▶ _What you will do_: Copy each line of the data beneath in which the word "hidden" appears.

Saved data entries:

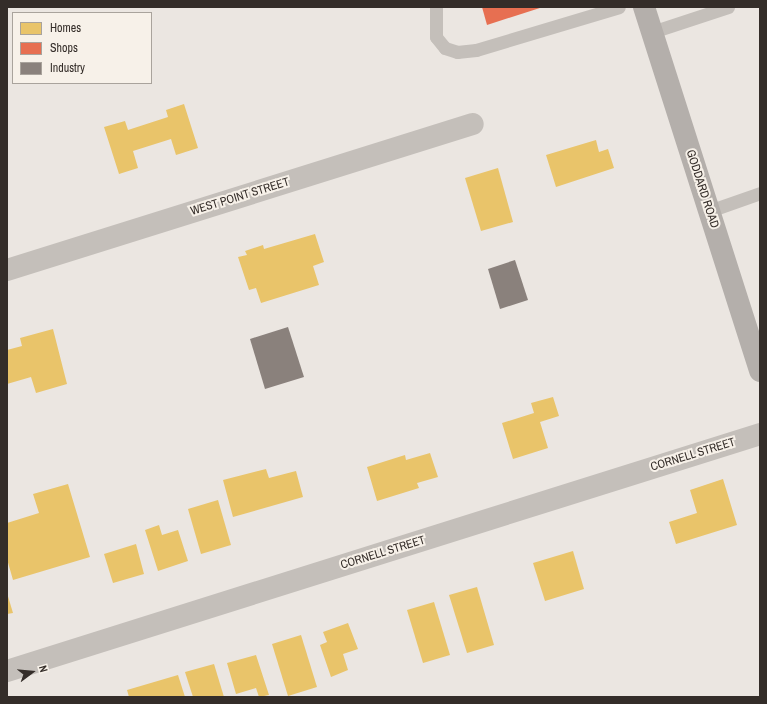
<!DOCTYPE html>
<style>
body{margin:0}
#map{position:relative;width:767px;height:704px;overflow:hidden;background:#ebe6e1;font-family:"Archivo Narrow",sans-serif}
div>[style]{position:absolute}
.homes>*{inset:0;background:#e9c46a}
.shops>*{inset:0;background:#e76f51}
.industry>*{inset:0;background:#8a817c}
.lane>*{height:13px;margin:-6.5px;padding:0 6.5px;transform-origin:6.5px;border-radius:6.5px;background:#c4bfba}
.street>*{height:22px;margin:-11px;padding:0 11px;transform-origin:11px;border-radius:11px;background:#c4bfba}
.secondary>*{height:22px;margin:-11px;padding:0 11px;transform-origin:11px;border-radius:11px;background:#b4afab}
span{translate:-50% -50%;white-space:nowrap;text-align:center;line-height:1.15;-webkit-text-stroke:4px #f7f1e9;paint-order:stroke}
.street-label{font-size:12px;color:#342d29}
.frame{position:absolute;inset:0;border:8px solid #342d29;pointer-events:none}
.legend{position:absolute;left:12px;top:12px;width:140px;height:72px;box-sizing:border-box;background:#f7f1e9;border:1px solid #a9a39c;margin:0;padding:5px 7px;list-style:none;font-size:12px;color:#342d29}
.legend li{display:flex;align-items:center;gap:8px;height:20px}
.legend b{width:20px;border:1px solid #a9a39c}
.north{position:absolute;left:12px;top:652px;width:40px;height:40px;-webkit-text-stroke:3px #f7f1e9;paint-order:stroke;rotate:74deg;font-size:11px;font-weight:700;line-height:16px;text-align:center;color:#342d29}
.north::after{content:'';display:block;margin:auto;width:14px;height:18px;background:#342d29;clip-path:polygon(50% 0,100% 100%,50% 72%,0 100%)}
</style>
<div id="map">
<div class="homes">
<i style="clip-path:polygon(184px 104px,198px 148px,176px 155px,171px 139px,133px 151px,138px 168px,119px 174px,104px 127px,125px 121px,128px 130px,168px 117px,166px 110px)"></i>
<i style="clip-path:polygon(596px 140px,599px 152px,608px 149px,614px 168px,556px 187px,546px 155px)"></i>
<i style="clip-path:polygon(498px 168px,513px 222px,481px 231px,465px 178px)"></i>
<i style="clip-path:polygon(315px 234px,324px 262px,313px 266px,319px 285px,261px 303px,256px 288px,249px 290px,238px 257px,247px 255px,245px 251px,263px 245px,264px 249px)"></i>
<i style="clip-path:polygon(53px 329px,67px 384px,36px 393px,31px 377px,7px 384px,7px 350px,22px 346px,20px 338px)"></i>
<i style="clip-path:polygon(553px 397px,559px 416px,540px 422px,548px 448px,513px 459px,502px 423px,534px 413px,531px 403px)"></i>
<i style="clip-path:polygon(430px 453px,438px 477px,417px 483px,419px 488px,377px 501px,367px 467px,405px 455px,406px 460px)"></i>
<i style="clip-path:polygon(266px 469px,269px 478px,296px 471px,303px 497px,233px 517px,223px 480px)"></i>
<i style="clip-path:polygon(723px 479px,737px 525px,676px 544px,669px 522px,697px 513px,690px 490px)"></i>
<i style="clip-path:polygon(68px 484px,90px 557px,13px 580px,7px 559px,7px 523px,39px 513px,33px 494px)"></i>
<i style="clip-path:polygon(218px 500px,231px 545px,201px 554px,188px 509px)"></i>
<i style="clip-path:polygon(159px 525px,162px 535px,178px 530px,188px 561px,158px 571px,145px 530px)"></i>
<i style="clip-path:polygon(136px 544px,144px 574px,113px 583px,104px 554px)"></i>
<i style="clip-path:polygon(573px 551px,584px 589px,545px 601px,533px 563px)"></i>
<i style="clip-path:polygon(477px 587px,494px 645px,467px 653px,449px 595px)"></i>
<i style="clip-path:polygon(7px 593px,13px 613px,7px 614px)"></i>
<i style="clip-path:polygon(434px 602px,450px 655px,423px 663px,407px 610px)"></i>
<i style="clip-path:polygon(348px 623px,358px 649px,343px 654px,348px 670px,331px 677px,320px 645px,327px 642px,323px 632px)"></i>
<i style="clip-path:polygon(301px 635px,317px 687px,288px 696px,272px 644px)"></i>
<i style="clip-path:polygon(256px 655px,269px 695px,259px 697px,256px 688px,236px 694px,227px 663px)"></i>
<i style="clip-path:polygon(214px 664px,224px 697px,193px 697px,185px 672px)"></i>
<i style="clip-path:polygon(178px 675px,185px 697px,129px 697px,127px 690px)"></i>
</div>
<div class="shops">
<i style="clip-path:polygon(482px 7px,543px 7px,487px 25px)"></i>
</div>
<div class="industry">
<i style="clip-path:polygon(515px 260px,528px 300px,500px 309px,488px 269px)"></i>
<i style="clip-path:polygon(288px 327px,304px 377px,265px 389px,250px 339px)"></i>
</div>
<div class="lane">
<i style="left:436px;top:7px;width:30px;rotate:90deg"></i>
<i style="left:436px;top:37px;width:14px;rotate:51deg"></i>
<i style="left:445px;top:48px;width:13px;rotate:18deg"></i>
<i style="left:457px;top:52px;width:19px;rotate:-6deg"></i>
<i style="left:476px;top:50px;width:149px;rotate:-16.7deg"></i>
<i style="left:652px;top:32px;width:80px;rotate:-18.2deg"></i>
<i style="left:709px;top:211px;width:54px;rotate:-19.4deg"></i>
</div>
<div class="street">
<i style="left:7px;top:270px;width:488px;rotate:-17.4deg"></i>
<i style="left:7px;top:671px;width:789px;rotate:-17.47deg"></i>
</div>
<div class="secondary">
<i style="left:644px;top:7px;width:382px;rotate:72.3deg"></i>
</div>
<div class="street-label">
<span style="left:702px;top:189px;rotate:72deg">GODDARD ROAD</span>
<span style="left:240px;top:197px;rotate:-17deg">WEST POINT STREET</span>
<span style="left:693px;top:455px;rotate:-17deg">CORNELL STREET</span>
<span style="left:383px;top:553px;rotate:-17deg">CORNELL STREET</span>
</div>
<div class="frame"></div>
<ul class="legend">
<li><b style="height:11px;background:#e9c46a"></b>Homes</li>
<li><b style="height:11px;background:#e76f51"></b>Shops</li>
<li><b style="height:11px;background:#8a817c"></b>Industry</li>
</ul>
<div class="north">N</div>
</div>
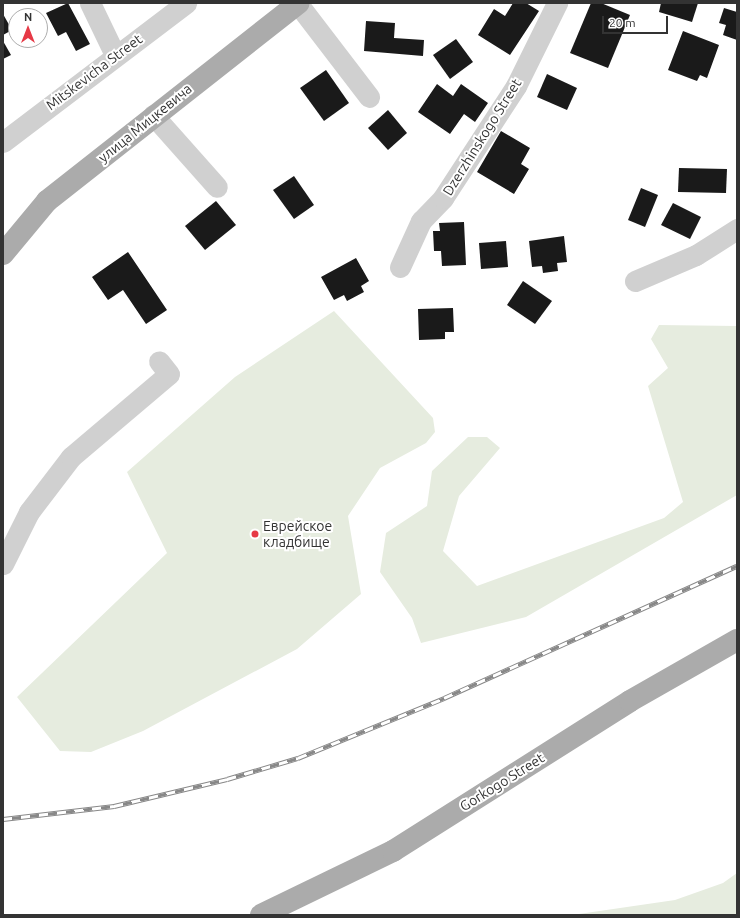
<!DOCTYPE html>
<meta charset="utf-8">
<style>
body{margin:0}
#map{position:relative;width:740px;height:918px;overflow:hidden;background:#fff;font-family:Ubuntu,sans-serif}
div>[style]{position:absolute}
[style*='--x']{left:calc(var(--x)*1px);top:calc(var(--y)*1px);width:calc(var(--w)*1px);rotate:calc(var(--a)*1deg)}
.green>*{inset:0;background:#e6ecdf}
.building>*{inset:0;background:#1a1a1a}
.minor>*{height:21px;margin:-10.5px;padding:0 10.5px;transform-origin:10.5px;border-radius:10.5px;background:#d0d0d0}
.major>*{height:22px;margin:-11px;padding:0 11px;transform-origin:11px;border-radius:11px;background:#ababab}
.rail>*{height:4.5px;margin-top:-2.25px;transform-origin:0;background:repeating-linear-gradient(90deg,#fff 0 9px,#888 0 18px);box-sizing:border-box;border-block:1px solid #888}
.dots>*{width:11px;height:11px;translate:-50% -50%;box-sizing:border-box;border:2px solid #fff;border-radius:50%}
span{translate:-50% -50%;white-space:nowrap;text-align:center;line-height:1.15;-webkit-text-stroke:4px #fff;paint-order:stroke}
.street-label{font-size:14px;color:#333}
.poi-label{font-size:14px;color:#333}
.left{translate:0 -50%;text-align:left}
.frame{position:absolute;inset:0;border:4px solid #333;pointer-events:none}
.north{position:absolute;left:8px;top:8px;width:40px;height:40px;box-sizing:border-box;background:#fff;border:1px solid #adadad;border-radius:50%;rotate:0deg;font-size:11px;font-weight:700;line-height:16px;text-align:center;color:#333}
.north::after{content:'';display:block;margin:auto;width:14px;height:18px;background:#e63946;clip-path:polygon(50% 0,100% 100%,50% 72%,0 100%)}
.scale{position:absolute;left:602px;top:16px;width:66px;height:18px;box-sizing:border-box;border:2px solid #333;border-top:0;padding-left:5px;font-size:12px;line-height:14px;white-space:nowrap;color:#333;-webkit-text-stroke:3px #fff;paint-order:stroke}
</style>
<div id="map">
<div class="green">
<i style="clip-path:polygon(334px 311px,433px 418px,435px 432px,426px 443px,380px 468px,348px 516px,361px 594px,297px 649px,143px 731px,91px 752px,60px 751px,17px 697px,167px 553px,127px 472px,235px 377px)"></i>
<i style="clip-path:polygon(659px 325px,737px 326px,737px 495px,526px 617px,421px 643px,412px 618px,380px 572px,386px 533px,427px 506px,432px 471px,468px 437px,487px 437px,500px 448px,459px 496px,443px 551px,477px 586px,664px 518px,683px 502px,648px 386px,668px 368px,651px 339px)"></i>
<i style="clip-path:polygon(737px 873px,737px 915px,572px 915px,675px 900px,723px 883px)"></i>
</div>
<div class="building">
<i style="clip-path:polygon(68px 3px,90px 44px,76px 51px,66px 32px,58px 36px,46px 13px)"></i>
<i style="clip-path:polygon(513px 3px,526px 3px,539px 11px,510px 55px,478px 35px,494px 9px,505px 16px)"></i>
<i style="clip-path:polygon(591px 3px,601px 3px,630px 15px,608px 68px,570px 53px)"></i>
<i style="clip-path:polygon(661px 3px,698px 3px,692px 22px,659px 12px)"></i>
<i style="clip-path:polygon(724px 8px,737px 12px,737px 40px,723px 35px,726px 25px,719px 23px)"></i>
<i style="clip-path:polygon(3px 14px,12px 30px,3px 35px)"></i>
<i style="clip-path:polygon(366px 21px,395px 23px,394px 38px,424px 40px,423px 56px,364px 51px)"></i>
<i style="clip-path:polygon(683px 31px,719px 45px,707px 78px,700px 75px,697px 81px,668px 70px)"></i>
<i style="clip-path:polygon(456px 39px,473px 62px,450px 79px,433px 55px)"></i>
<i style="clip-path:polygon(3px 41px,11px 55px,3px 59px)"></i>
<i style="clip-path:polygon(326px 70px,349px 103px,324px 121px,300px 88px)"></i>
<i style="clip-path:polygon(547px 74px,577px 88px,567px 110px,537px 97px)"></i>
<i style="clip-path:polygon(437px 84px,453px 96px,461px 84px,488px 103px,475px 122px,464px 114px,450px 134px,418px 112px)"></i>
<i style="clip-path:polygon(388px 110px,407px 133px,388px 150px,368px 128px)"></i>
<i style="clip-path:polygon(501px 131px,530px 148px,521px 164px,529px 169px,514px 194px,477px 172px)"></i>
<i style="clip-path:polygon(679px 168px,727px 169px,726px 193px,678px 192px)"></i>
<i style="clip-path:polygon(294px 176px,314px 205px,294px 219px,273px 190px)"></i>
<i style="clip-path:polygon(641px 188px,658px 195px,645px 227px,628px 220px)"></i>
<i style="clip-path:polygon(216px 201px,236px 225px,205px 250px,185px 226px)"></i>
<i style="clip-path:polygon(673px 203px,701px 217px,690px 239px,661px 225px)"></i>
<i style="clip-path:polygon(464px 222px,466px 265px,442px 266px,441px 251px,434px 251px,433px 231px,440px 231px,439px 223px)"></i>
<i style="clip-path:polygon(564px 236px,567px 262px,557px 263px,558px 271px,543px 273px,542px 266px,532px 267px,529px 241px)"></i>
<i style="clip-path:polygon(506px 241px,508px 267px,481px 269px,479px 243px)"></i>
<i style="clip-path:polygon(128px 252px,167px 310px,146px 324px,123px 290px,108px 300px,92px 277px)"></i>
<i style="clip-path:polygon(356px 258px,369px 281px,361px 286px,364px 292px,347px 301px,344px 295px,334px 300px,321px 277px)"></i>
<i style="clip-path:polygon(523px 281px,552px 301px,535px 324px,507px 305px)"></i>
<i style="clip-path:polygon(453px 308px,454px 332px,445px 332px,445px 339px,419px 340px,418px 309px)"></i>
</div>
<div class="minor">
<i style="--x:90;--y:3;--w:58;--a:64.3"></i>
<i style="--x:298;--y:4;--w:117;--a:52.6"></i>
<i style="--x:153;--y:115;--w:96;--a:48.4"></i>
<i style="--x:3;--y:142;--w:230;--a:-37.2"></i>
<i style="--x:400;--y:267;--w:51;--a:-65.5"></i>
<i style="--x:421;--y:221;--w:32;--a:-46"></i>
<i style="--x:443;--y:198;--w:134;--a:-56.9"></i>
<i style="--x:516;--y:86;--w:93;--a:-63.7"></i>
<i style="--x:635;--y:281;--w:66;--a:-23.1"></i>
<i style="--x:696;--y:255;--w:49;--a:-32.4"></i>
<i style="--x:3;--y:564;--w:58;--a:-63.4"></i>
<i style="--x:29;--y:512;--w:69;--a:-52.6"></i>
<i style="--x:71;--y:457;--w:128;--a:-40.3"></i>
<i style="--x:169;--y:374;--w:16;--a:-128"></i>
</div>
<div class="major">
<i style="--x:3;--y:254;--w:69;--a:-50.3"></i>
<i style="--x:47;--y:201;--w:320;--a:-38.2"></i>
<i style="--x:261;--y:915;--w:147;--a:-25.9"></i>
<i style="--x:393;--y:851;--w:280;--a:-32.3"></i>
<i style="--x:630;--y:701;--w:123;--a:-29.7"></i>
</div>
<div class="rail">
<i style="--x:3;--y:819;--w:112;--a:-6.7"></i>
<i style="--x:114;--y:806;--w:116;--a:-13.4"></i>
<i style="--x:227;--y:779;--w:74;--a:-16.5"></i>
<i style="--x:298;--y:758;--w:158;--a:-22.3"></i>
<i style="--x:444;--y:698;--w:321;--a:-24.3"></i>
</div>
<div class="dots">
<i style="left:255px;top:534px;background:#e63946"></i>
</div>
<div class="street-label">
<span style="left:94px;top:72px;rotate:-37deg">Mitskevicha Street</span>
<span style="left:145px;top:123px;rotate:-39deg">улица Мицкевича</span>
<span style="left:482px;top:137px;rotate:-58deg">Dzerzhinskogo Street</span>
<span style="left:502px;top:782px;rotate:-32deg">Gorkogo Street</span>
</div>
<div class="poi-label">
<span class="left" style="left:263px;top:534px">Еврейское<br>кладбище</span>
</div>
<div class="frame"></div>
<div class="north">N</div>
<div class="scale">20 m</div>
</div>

▶ _Result below_:
#map{position:relative;width:767px;height:704px;overflow:hidden;background:#ebe6e1;font-family:"Archivo Narrow",sans-serif}
#map{position:relative;width:740px;height:918px;overflow:hidden;background:#fff;font-family:Ubuntu,sans-serif}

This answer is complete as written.